What you will do: Among the records below, find each line containing the word "building" and copy it.

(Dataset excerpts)
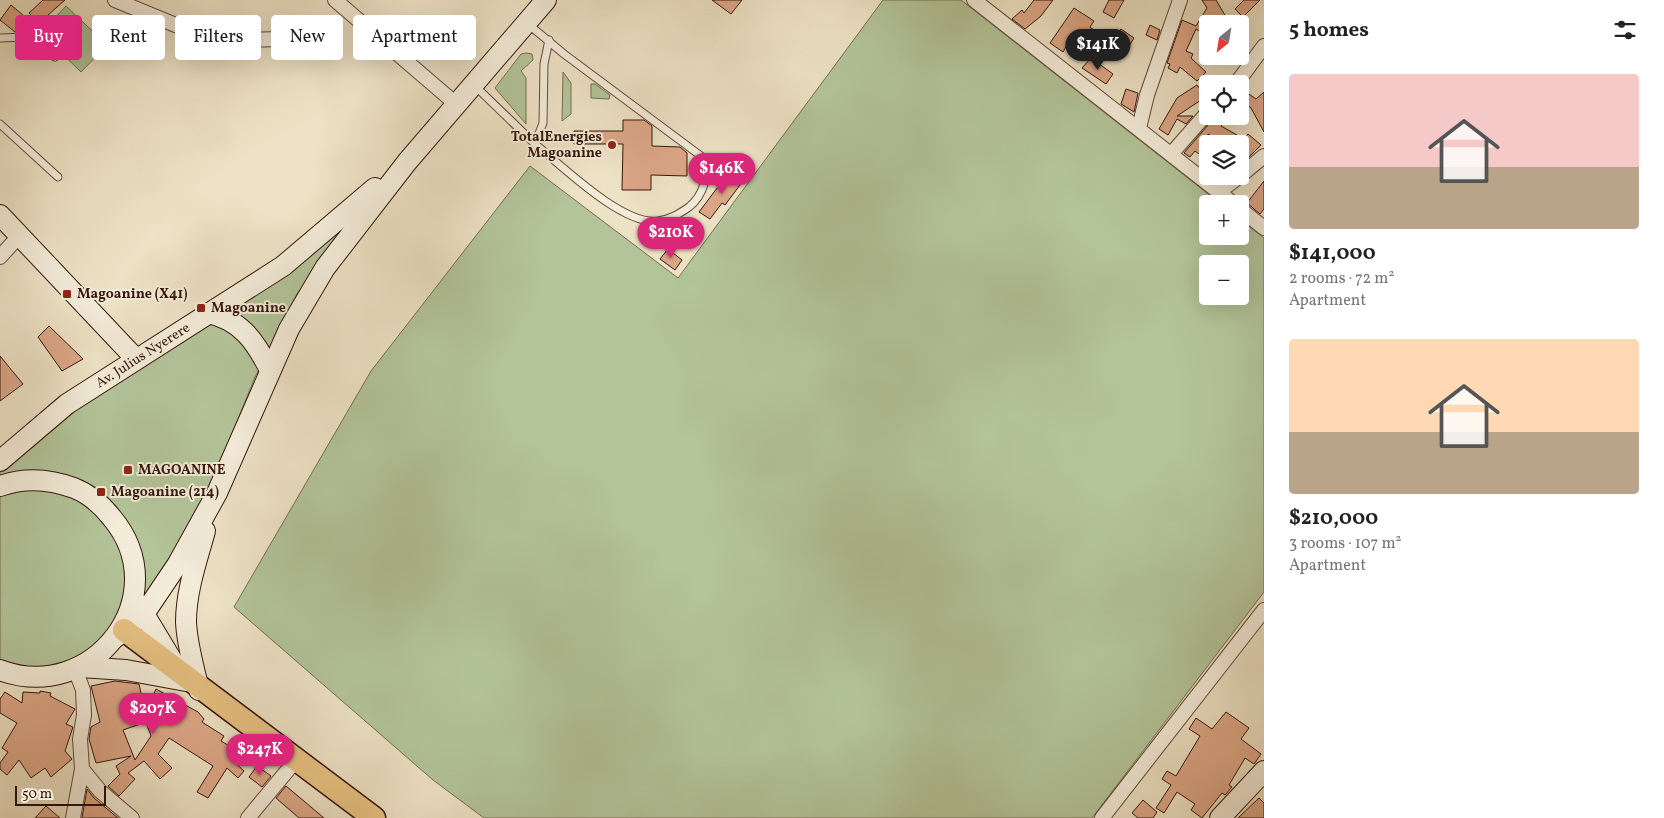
<!DOCTYPE html>
<html lang="en">
<head>
<meta charset="utf-8">
<style>
  :root { --surface:#fff; --page:#f6f6f6; --text:#222; --muted:#767676; --accent:#db2777 }
  body { margin:0; font-family:Vollkorn,serif; background:var(--page); color:var(--text); height:100vh; display:flex; flex-direction:column; font-size:19px; white-space:nowrap }
  * { box-sizing:border-box; margin:0 }
  p { font-size:16px; color:var(--muted) }
  .icon { flex:none; width:28px; height:28px; fill:none; stroke:currentColor; stroke-width:2; stroke-linecap:round; stroke-linejoin:round }
  .map { position:relative; flex:1; overflow:hidden }
  .details { display:flex; flex-direction:column; background:var(--surface); width:400px }
  .details>* { flex:none }
  .banner { position:absolute; left:15px; top:15px; width:475px; height:45px; display:flex; gap:10px }
  .needle { width:32px; rotate:210deg }
  .controls { position:absolute; left:1199px; top:15px; display:grid; gap:10px }
  .controls a { display:grid; place-items:center; width:50px; height:50px; border-radius:5px; background:var(--surface); box-shadow:0 5px 20px #0002; font-size:25px }
  .scale { position:absolute; left:15px; bottom:12px; width:91px; box-sizing:border-box; padding-left:5px; border:2px solid #36170b; border-top:0; font-size:14px; line-height:18px; white-space:nowrap; color:#36170b; -webkit-text-stroke:4px #f3ecd9; paint-order:stroke }
  .price { position:absolute; translate:-50% -42px; padding:0 11px; border-radius:18px; background:var(--accent); color:#fff; font-size:16px; line-height:32px; filter:drop-shadow(0 1px 2px #0008) }
  .price::after { content:''; position:absolute; left:50%; top:30px; width:15px; height:11px; margin-left:-8px; background:inherit; clip-path:polygon(0 0,100% 0,50% 100%) }
  .price.selected { background:#222; color:#fff }
  ul { padding:0; list-style:none }
  li { display:grid; align-content:center; gap:10px; height:265px; padding:0 25px }
  li span { display:grid; place-items:center; height:155px; border-radius:5px; color:#555 }
  li>.icon { margin-inline-start:auto }
  span .icon { width:90px; height:90px; fill:#fffc; stroke-width:1 }
  li b { font-size:21px }
  h2 { display:flex; justify-content:space-between; align-items:center; height:60px; padding:0 25px; font-size:21px }
  .chip { padding:0 18px; border-radius:5px; background:var(--surface); box-shadow:0 5px 20px #0002; font-size:18px; line-height:45px }
  .chip.selected { background:var(--accent); color:#fff }
  main { display:flex; flex:1; min-height:0 }
  .map>svg:first-child { display:block }
  .green { fill:#b3c499; stroke:#746e52; fill-rule:evenodd }
  .building { fill:#dca787; stroke:#36170b; fill-rule:evenodd }
  .lines { fill:none; stroke-linecap:round; stroke-linejoin:round }
  .lane-casing { stroke:#644a3a; stroke-width:9 }
  .street-casing { stroke:#644a3a; stroke-width:16 }
  .secondary-casing { stroke:#36170b; stroke-width:22 }
  .primary-casing { stroke:#36170b; stroke-width:25 }
  .lane { stroke:#f3ecd9; stroke-width:7 }
  .street { stroke:#f3ecd9; stroke-width:14 }
  .secondary { stroke:#f3ecd9; stroke-width:20 }
  .primary { stroke:#e6c182; stroke-width:22 }
  .poi-dot { fill:#8f2418; stroke:#f3ecd9; stroke-width:2 }
  .labels { text-anchor:middle; dominant-baseline:central; stroke-width:4; stroke-linejoin:round; paint-order:stroke }
  .poi-label { font-size:14px; font-weight:bold; fill:#36170b; stroke:#f3ecd9; text-anchor:start }
  .street-label { font-size:14px; fill:#36170b; stroke:#f3ecd9 }
</style>
</head>
<body>
<main>
<div class="map">
<svg width="1264" height="818" viewBox="0 0 1264 818">
  <rect width="100%" height="100%" fill="#ede2c5"/>
  <filter id="stains"><feTurbulence type="fractalNoise" baseFrequency=".004" numOctaves="4"/><feColorMatrix values="0 0 0 0 .2 0 0 0 0 .09 0 0 0 0 .02 0 0 0 .5 -.17"/></filter>
  <radialGradient id="worn" r=".72"><stop offset=".6" stop-color="#630" stop-opacity="0"/><stop offset="1" stop-color="#630" stop-opacity=".3"/></radialGradient>
  <!-- green -->
  <g class="green">
    <path d="M883 0H961L1221 204H1208V236H1240V219L1264 238V592L1092 818H484L433 780 234 607 371 371 530 166 678 278ZM1208 264H1240V296H1208Z"/>
    <polygon points="66,6 107,45 81,72 41,33"/>
    <polygon points="526,53 532,54 533,60 521,71 526,78 526,124 495,88 521,54"/>
    <polygon points="563,72 571,83 571,114 562,121"/>
    <polygon points="591,84 595,84 610,95 609,99 591,98"/>
    <polygon points="407,162 317,267 297,294 255,377 210,489 145,602 75,669 0,670 0,464"/>
  </g>
  <!-- building -->
  <g class="building">
    <polygon points="43,0 65,0 39,23 29,13"/>
    <polygon points="712,0 742,0 731,14"/>
    <polygon points="1034,0 1053,0 1041,16 1025,29 1012,19 1022,10 1024,13"/>
    <polygon points="1109,0 1124,0 1114,18 1103,12"/>
    <polygon points="1202,0 1216,0 1226,17 1221,24 1208,24 1208,36 1196,29 1186,51 1193,54 1191,58 1206,72 1197,81 1180,67 1177,73 1168,68 1170,64 1167,63 1182,20 1196,26 1207,8"/>
    <polygon points="1244,0 1260,0 1243,17 1235,9"/>
    <polygon points="11,5 30,21 21,32 15,32 0,20"/>
    <polygon points="1074,8 1094,21 1090,27 1099,34 1082,56 1067,45 1063,52 1050,43"/>
    <polygon points="1150,25 1160,30 1157,40 1146,35"/>
    <polygon points="1121,29 1134,38 1126,51 1112,42"/>
    <polygon points="1091,58 1113,74 1106,84 1082,68"/>
    <polygon points="1197,85 1204,94 1199,97 1201,100 1177,116 1193,116 1186,124 1177,119 1168,135 1159,129 1177,98"/>
    <polygon points="1126,89 1138,93 1134,112 1121,104"/>
    <polygon points="1243,90 1256,99 1264,92 1264,132 1251,108 1240,100 1240,92"/>
    <polygon points="1214,118 1223,124 1221,126 1244,139 1248,134 1261,145 1249,157 1240,150 1240,144 1225,144 1208,134 1208,151 1203,157 1195,151 1190,157 1184,153"/>
    <polygon points="623,120 644,120 652,126 652,146 680,147 687,153 687,176 651,175 651,190 622,190 623,144 574,144 574,131 623,131"/>
    <polygon points="730,171 743,181 725,205 722,203 710,219 699,212"/>
    <polygon points="1264,181 1264,209 1260,214 1247,203"/>
    <polygon points="668,249 682,260 675,270 660,259"/>
    <polygon points="49,326 83,359 62,371 38,337"/>
    <polygon points="0,356 23,384 0,401"/>
    <path d="M115 681 139 684 145 712 156 689 198 712 204 719 202 722 224 736 221 741 238 751 232 760 244 771 238 778 227 768 208 798 197 792 213 766 169 738 158 754 172 768 160 779 144 761 128 773 135 779 119 796 108 786 120 774 116 766 131 756 96 763 89 739 91 727 100 722 91 686ZM146 722 151 736 135 760 123 730Z"/>
    <polygon points="40,691 51,693 50,696 75,709 66,724 73,727 65,751 72,759 51,777 45,768 31,778 19,760 7,775 0,769 0,763 8,752 2,748 17,723 0,713 0,699 5,692 22,703 23,692 40,693"/>
    <polygon points="1226,712 1249,728 1241,739 1261,754 1254,764 1245,758 1229,785 1232,787 1225,795 1222,793 1202,818 1191,810 1195,804 1177,792 1164,813 1156,808 1171,785 1162,779 1167,771 1176,776 1200,736 1189,729 1196,718 1212,729"/>
    <polygon points="257,766 271,776 262,787 249,777"/>
    <polygon points="286,786 324,818 299,818 276,798"/>
    <polygon points="87,789 94,798 118,818 82,818"/>
    <polygon points="1259,798 1264,803 1264,818 1238,818"/>
    <polygon points="1143,800 1157,812 1153,818 1138,818 1132,813"/>
    <polygon points="46,806 60,818 35,818"/>
  </g>
  <g class="lines">
    <!-- lane casing -->
    <g class="lane-casing">
      <g id="lane">
        <path d="M528 24 564 54 705 159C708 176 704 195 689 207 679 214 671 219 658 221 623 226 562 166 535 144L543 123 544 64 549 40"/>
        <polyline points="0,38 27,37 55,57"/>
        <polyline points="474,85 535,144"/>
        <polyline points="0,124 58,177"/>
      </g>
    </g>
    <!-- street casing -->
    <g class="street-casing">
      <g id="street">
        <polyline points="115,0 195,33 250,40 280,39"/>
        <polyline points="335,0 456,104"/>
        <polyline points="974,0 1234,204"/>
        <polyline points="1236,84 1264,46"/>
        <polyline points="1139,128 1147,95 1180,0"/>
        <polyline points="1172,153 1208,112"/>
        <polyline points="1240,176 1264,156"/>
        <polyline points="1219,192 1240,176"/>
        <polyline points="1240,209 1264,228"/>
        <polyline points="0,257 19,236"/>
        <polyline points="82,769 100,791 132,818"/>
        <polyline points="73,818 82,769 80,739 84,715 83,690 75,669"/>
        <polyline points="248,818 292,765"/>
        <polyline points="1102,818 1264,610"/>
      </g>
    </g>
    <!-- secondary casing -->
    <g class="secondary-casing">
      <g id="secondary">
        <polyline points="0,215 136,359"/>
        <path d="M208 313C241 320 255 341 270 370"/>
        <path id="s1" d="M0 461 67 404 283 266 375 188"/>
        <path d="M0 486C25 477 50 479 74 488 89 494 102 505 112 518 177 596 93 705 0 670"/>
        <polyline points="138,604 176,667"/>
        <polyline points="116,637 144,614 177,565 217,493 289,329 325,268 407,162 546,0"/>
        <polyline points="80,667 126,670 186,681"/>
        <path d="M199 690C194 668 187 645 186 622 186 591 197 560 205 531"/>
        <polyline points="1220,818 1264,771"/>
      </g>
    </g>
    <!-- primary casing -->
    <g class="primary-casing">
      <polyline id="primary" points="124,630 374,818"/>
    </g>
    <!-- lane -->
    <use href="#lane" class="lane"/>
    <!-- street -->
    <use href="#street" class="street"/>
    <!-- secondary -->
    <use href="#secondary" class="secondary"/>
    <!-- primary -->
    <use href="#primary" class="primary"/>
  </g>
  <!-- markers -->
  <g class="poi-dot">
    <circle cx="612" cy="145" r="5"/>
    <rect x="62" y="289" width="10" height="10" rx="2.5"/>
    <rect x="196" y="303" width="10" height="10" rx="2.5"/>
    <rect x="123" y="465" width="10" height="10" rx="2.5"/>
    <rect x="96" y="487" width="10" height="10" rx="2.5"/>
  </g>
  <g class="labels">
    <!-- poi labels -->
    <g class="poi-label">
      <text x="602" y="137" text-anchor="end">TotalEnergies<tspan x="602" dy="16">Magoanine</tspan></text>
      <text x="77" y="294">Magoanine (X41)</text>
      <text x="211" y="308">Magoanine</text>
      <text x="138" y="470">MAGOANINE</text>
      <text x="111" y="492">Magoanine (214)</text>
    </g>
    <!-- street labels -->
    <g class="street-label">
      <text stroke="none"><textPath href="#s1" startOffset="178">Av. Julius Nyerere</textPath></text>
    </g>
  </g>
  <rect width="100%" height="100%" filter="url(#stains)"/>
  <rect width="100%" height="100%" fill="url(#worn)"/>
</svg>
<div class="controls">
<a><svg class="needle" viewBox="-14 -14 28 28"><path d="M0-13l5 13h-10z" fill="#e53935"/><path d="M0 13l5-13h-10z" fill="#767676"/></svg></a>
<a><svg class="icon" aria-label="locate" viewBox="0 0 24 24"><circle cx="12" cy="12" r="6"/><path d="M12 2v4M12 18v4M2 12h4M18 12h4"/></svg></a>
<a><svg class="icon" aria-label="layers" viewBox="0 0 24 24"><path d="M12 4l9 5-9 5-9-5zM3 14l9 5 9-5"/></svg></a>
<a>+</a>
<a>−</a>
</div>
<div class="scale">50 m</div>
<b class="price selected" style="left:1098px;top:71px">$141K</b>
<b class="price" style="left:722px;top:195px">$146K</b>
<b class="price" style="left:671px;top:259px">$210K</b>
<b class="price" style="left:153px;top:735px">$207K</b>
<b class="price" style="left:260px;top:776px">$247K</b>
<div class="banner">
<a class="chip selected">Buy</a>
<a class="chip">Rent</a>
<a class="chip">Filters</a>
<a class="chip">New</a>
<a class="chip">Apartment</a>
</div>
</div>
<section class="details">
<h2>5 homes<svg class="icon" aria-label="filters" viewBox="0 0 24 24"><path d="M4 7h16M4 17h16"/><circle cx="9" cy="7" r="2"/><circle cx="15" cy="17" r="2"/></svg></h2>
<ul>
<li><span style="background:linear-gradient(#f6c9c9 60%,#b9a48a 0)"><svg class="icon" aria-label="home" viewBox="0 0 24 24"><path d="M3 11l9-7 9 7M6 9v11h12V9"/></svg></span><div><b>$141,000</b><p>2 rooms · 72 m²</p><p>Apartment</p></div></li>
<li><span style="background:linear-gradient(#ffd9b3 60%,#b9a48a 0)"><svg class="icon" aria-label="home" viewBox="0 0 24 24"><path d="M3 11l9-7 9 7M6 9v11h12V9"/></svg></span><div><b>$210,000</b><p>3 rooms · 107 m²</p><p>Apartment</p></div></li>
</ul>
</section>
</main>
</body>
</html>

Response to the task:
  .building { fill:#dca787; stroke:#36170b; fill-rule:evenodd }
  <!-- building -->
  <g class="building">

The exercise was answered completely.